Escrito e dirigido por Joko Anwar – talentoso cineasta indonésio, responsável pelos impressionantes Impetigore / Herança Maldita (2019), Os Escravos de Satanás (2017) e sua continuação Pengabdi Setan 2 (2022) – Siksa Kubur aka Grave Torture (algo como Tortura do Túmulo) é um longa-metragem inspirado em um curta homônimo de sua própria autoria lançado em 2012. O enredo explora um conceito religioso do Islamismo, o tormento do túmulo, que afirma que pecadores serão torturados dentro de seus túmulos, de acordo com a gravidade de seus pecados em vida.

A trama acompanha os irmãos Sita e Adil, que viviam felizes até perderem os pais em uma explosão causada por um homem-bomba. O criminoso teria sido motivado por sons e gritos aterrorizantes gravados em uma fita k7. Esta gravação comprovaria as torturas sofridas por um desconhecido dentro de um túmulo – o tal castigo pós-morte comentado no parágrafo anterior. Para se purificar e evitar o mesmo destino, o homem-bomba se sacrificaria em nome de Alá, em um ato insano que culminaria na morte de dezenas de pessoas. Agora órfãos, Sita e Adil são enviados a um orfanato religioso, onde vivem abusos morais e físicos. Sita desenvolve uma personalidade cética e crítica em relação à fé e a religião e, quando adulta se dedica a provar que o tormento do túmulo não seria real e sim uma superstição. Porém, esta obsessão vai aprisionar ela e o irmão em um pesadelo bizarro no qual crer no extraordinário pode ser a única alternativa possível.

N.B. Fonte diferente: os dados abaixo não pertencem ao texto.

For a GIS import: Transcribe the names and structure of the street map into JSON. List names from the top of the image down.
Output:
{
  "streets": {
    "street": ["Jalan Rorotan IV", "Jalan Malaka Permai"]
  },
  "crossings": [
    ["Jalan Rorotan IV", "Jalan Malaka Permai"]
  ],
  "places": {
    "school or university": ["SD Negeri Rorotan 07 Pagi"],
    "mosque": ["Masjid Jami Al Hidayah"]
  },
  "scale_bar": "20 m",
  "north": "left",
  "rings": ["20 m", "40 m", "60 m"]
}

Ainda que o longa seja o menos expressivo da carreira do diretor Anwar dentro do gênero horror, Siksa Kubur tem um plot inicial diferenciado e alguns momentos bem interessantes, como os bons diálogos que discutem a religião e a ética, além de um ato final pesado e brutal. Os cenários, assim como em outras produções indonésias de horror, colaboram para uma ambientação opressiva: são casarões (aqui um asilo) velhos, sujos e com muitos cômodos, herança de um período colonial, quando a Indonésia passou pela dominação de diferentes países europeus.

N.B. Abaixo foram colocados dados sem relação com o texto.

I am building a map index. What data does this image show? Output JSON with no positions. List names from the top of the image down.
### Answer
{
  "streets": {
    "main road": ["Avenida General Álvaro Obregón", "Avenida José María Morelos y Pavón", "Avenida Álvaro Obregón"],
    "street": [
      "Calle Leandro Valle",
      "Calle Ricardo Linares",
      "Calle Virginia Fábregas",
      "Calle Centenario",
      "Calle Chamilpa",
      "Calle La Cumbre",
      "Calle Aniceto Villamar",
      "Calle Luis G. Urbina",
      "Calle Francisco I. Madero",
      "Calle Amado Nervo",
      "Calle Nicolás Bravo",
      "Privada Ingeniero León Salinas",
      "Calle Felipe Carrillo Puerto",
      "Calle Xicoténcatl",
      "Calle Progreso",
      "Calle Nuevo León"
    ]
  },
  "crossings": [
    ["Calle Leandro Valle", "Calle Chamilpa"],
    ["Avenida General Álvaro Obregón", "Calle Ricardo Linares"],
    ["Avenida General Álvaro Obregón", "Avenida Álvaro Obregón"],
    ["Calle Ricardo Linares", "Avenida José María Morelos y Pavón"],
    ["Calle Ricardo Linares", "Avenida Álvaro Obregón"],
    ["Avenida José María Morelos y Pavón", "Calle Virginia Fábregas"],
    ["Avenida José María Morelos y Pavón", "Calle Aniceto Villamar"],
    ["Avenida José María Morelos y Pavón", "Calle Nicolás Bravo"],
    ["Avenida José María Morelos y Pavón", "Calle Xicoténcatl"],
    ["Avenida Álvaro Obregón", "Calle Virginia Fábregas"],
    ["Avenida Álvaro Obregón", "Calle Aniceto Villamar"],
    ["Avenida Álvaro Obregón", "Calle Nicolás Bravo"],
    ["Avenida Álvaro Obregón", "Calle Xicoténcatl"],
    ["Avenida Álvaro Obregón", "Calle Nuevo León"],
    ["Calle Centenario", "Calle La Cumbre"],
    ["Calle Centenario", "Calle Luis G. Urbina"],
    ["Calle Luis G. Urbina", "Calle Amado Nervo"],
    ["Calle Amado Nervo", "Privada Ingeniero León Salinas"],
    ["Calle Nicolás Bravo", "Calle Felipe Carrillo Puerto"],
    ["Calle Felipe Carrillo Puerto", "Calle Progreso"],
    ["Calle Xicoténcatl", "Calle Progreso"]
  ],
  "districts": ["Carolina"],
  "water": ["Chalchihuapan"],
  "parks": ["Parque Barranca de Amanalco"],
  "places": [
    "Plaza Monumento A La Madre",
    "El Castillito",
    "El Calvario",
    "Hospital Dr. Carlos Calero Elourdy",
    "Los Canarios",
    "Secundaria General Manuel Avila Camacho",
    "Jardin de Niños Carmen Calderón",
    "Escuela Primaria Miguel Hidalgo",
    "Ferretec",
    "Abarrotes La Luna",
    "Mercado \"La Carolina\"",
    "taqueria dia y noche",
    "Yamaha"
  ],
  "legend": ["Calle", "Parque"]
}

Em relação ao roteiro, ele é estruturado de maneira inteligente, no qual o primeiro ato mostra-se propositalmente confuso, até que tudo vai sendo esclarecido, evitando qualquer diálogo mais expositivo. Apesar de não ser uma obra aberta, nem tudo é detalhado, obrigando o espectador a preencher algumas lacunas, ou a ignorá-las, algo que pode ser feito sem maiores impactos na trama principal.

Do elenco, destacam-se a protagonista Faradina Mufti (atriz que já havia trabalhado com Anwar em Impetigore, em um papel secundário) e o veterano Slamet Rahardjo (do horror Pemandi Jenazah, 2024), como o desprezível personagem que defende que se não há ética religiosa ou pecado, qualquer atitude é permitida.

Alguns infernautas podem estranhar a base religiosa de Grave Torture, o que é até esperado, não pelo fato da inspiração ser religiosa, afinal praticamente todas as obras sobre exorcismo seguem regras do catolicismo e muitas sobre casas assombradas se baseiam no espiritismo. Mas sim por adaptar conceitos de uma religião pouco conhecida no ocidente. É importante pontuar que não é fácil interpretar a mensagem que o diretor Anwar quis transmitir (se é que ele quis). Poderíamos dizer que o enredo é a favor da religiosidade, já que a sua taglineVocê precisa acreditar!” e o seu desfecho sobrenatural parecem corroborar o dogma do tormento do túmulo e a existência em um deus regendo o mundo, no caso Alá. Contudo, durante muitos diálogos, a cética protagonista levanta pontos importantes sobre a religião, além do episódio que se passa no orfanato, onde a mesma religião é retratada como opressora e por vezes complacente com crimes (no caso sexuais). É relevante questionar também que, apesar de Joko Anwar ser um muçulmano praticante, ele opta por colocar um personagem muçulmano como um homem-bomba. Não é negar que isso ocorra, no entanto este estereótipo acaba fortalecendo a visão preconceituosa que nós, ocidentais, temos daqueles que seguem o Islã. Contudo, na opinião deste que vos escreve, toda esta ambiguidade é extremamente positiva, pois evita que qualquer camada mais ideológica se destaque e o longa se torne apenas um panfleto religioso.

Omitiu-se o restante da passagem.